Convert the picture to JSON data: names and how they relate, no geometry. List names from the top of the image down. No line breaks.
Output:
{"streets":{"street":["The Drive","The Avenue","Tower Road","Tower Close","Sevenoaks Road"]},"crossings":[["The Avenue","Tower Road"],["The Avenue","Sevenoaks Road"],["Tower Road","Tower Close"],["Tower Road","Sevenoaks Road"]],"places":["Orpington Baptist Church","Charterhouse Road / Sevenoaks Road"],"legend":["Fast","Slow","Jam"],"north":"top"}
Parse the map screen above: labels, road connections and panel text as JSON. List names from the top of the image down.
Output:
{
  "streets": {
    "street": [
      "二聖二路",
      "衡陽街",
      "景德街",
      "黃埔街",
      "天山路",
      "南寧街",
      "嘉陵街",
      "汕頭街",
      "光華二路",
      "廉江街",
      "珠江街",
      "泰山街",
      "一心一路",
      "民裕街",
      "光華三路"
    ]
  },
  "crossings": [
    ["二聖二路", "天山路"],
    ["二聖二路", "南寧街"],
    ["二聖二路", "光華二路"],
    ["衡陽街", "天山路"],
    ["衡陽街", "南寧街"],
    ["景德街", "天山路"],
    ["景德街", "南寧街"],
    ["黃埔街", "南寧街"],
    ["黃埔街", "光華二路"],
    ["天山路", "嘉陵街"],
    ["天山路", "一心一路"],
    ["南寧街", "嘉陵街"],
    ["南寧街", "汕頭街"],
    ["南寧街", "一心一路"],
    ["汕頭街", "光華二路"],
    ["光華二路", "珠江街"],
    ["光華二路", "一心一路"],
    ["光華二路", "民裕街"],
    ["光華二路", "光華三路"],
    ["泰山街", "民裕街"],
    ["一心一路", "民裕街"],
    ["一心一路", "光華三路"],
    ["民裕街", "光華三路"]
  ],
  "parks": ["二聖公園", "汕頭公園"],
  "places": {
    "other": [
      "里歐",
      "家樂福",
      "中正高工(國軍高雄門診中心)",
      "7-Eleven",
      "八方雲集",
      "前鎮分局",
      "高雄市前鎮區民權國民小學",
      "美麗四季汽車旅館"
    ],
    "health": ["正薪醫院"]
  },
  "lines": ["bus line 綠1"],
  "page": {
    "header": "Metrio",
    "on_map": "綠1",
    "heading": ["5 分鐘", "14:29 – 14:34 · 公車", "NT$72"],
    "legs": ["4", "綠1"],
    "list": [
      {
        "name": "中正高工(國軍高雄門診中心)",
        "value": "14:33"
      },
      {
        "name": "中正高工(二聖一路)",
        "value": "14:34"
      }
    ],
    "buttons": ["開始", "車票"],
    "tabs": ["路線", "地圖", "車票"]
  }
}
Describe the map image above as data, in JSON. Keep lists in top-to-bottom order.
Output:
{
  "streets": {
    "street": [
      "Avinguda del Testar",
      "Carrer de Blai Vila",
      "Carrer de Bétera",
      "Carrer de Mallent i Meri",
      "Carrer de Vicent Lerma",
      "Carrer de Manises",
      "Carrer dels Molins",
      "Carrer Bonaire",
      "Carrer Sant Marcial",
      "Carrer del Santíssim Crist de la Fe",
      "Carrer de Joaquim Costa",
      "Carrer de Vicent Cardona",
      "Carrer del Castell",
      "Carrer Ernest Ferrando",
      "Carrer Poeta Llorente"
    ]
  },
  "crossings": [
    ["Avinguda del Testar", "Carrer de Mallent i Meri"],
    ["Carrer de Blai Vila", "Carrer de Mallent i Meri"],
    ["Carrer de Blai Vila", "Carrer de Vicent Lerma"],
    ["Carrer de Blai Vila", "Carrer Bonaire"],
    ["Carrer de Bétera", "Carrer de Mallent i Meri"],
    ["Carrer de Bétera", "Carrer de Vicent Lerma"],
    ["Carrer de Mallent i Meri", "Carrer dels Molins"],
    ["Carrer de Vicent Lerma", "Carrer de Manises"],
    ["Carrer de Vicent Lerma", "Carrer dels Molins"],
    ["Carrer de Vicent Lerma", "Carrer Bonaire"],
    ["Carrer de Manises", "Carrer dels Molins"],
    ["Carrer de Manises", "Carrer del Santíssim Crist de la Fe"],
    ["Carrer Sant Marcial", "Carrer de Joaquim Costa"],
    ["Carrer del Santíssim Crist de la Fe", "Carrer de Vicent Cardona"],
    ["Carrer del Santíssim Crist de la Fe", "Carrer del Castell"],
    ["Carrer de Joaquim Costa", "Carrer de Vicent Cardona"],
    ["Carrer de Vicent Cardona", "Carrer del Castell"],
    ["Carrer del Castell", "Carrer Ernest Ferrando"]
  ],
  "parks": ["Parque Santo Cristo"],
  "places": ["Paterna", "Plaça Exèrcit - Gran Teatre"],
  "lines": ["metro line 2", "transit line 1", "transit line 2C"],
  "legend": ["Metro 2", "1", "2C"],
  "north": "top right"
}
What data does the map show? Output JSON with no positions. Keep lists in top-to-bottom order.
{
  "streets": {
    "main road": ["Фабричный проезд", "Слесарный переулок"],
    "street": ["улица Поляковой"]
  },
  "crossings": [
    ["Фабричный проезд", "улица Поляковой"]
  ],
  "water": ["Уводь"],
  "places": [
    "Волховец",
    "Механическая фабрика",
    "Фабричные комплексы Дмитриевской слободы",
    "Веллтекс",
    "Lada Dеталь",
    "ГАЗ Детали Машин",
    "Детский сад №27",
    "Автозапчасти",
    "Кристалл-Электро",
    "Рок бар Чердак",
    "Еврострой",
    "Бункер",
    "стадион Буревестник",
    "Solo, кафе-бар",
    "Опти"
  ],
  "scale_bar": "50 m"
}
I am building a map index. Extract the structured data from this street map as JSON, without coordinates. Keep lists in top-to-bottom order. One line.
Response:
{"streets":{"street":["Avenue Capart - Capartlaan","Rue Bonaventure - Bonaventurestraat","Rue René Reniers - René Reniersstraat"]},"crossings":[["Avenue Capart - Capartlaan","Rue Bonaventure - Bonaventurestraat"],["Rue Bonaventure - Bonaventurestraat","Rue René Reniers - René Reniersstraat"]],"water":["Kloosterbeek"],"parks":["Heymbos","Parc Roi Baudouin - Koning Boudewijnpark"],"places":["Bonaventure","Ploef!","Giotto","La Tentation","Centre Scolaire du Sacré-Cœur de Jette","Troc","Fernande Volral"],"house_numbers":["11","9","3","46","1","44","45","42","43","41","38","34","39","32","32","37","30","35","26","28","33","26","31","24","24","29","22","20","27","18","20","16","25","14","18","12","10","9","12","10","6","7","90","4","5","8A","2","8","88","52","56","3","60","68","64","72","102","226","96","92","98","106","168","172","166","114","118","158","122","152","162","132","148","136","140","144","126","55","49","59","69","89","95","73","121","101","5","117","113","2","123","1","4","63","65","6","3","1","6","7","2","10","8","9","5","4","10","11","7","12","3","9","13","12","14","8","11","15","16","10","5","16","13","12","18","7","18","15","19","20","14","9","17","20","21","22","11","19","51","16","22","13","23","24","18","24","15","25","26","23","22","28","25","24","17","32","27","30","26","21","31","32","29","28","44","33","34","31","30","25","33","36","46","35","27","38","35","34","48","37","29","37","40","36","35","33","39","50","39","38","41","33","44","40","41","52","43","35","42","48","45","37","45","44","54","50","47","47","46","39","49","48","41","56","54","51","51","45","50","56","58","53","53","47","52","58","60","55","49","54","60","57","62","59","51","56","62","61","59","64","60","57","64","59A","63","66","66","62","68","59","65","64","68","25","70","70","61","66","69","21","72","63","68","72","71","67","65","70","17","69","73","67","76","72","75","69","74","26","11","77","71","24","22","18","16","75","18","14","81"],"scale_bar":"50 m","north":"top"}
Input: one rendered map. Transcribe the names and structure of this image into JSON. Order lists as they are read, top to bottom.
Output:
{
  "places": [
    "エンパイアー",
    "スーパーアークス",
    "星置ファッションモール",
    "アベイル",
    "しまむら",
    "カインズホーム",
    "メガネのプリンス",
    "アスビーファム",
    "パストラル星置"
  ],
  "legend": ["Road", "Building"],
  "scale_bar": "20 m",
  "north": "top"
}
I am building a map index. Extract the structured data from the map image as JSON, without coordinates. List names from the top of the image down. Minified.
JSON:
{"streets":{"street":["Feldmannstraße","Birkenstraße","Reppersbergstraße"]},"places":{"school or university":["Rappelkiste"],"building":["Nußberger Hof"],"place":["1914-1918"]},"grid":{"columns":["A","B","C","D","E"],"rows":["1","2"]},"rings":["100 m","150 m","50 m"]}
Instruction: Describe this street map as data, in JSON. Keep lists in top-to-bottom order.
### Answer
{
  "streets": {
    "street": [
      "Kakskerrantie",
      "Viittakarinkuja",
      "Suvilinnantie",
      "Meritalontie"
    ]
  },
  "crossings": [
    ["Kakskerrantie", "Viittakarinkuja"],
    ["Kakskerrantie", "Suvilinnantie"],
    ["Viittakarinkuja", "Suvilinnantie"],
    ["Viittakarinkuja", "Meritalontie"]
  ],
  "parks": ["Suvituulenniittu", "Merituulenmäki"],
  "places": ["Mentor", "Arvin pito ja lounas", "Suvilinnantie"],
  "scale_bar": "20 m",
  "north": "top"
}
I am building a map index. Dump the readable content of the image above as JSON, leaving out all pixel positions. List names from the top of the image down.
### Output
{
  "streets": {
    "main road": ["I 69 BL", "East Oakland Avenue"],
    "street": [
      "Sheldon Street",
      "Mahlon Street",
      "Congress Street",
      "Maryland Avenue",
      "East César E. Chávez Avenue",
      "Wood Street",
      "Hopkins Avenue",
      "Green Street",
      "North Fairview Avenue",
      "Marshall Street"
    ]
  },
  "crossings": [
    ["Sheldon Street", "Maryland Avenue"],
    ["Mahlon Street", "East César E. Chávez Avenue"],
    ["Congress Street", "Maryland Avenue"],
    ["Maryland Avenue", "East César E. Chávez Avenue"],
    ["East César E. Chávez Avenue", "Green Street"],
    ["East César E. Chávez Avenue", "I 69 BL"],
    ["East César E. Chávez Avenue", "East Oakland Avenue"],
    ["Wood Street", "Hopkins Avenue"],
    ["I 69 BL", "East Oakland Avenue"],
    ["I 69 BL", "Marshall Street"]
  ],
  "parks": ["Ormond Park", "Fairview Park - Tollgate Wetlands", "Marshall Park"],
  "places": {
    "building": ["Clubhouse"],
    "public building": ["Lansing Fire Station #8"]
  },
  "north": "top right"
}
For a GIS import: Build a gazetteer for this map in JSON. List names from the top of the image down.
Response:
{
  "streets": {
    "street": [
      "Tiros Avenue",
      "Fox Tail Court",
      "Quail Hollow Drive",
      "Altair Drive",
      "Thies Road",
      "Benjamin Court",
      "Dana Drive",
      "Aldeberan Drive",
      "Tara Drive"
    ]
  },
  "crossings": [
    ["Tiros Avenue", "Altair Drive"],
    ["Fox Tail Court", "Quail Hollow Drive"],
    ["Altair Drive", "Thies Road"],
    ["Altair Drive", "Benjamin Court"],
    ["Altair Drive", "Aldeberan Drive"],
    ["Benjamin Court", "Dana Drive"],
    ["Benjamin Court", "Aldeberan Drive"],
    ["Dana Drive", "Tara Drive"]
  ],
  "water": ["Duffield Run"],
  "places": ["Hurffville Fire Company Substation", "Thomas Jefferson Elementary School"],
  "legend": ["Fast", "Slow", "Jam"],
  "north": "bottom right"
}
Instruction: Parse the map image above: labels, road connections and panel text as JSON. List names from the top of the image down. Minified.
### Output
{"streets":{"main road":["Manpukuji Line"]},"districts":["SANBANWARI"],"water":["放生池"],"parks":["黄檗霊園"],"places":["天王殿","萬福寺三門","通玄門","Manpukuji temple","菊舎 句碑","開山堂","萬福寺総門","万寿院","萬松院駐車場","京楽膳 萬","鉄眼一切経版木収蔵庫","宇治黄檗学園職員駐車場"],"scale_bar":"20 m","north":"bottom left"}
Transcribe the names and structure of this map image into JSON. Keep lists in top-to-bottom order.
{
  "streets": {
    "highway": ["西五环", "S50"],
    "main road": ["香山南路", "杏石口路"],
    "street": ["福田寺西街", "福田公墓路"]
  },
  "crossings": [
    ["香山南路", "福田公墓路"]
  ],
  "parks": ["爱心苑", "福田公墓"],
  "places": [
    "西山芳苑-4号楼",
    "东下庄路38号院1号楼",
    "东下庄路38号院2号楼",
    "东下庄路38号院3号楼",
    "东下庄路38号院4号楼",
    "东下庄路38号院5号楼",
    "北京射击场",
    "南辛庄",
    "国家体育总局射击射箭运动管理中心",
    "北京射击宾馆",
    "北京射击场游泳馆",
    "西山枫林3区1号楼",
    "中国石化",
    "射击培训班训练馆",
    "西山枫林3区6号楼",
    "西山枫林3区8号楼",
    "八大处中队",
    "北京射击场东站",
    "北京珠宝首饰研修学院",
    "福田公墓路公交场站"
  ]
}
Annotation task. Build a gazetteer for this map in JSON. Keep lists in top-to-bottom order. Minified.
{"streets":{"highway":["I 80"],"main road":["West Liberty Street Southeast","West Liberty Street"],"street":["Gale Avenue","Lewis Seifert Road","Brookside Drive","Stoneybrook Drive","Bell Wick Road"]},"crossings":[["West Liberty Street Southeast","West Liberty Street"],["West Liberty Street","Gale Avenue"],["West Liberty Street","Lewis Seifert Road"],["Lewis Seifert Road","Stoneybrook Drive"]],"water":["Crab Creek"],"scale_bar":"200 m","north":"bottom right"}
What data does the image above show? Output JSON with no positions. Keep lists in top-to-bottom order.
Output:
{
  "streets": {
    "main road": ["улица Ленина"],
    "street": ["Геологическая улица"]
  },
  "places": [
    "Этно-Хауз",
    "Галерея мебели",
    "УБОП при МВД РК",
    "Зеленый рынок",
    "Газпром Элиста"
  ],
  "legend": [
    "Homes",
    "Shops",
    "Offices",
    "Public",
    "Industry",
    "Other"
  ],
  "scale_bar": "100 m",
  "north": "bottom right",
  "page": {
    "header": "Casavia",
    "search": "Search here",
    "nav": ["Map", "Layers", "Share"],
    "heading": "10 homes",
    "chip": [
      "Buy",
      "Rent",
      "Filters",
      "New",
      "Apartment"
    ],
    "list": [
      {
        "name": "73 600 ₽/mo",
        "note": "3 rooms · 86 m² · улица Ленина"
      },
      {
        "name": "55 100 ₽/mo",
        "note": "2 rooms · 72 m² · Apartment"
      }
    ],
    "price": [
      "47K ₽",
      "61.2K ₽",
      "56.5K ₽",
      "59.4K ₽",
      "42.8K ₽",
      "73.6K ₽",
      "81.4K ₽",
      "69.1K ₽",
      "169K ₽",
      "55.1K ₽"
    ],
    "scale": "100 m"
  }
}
####################
## What is expected
Show all lines of the material in which the word "Altair" can be found.

## Response area
      "Altair Drive",
    ["Tiros Avenue", "Altair Drive"],
    ["Altair Drive", "Thies Road"],
    ["Altair Drive", "Benjamin Court"],
    ["Altair Drive", "Aldeberan Drive"],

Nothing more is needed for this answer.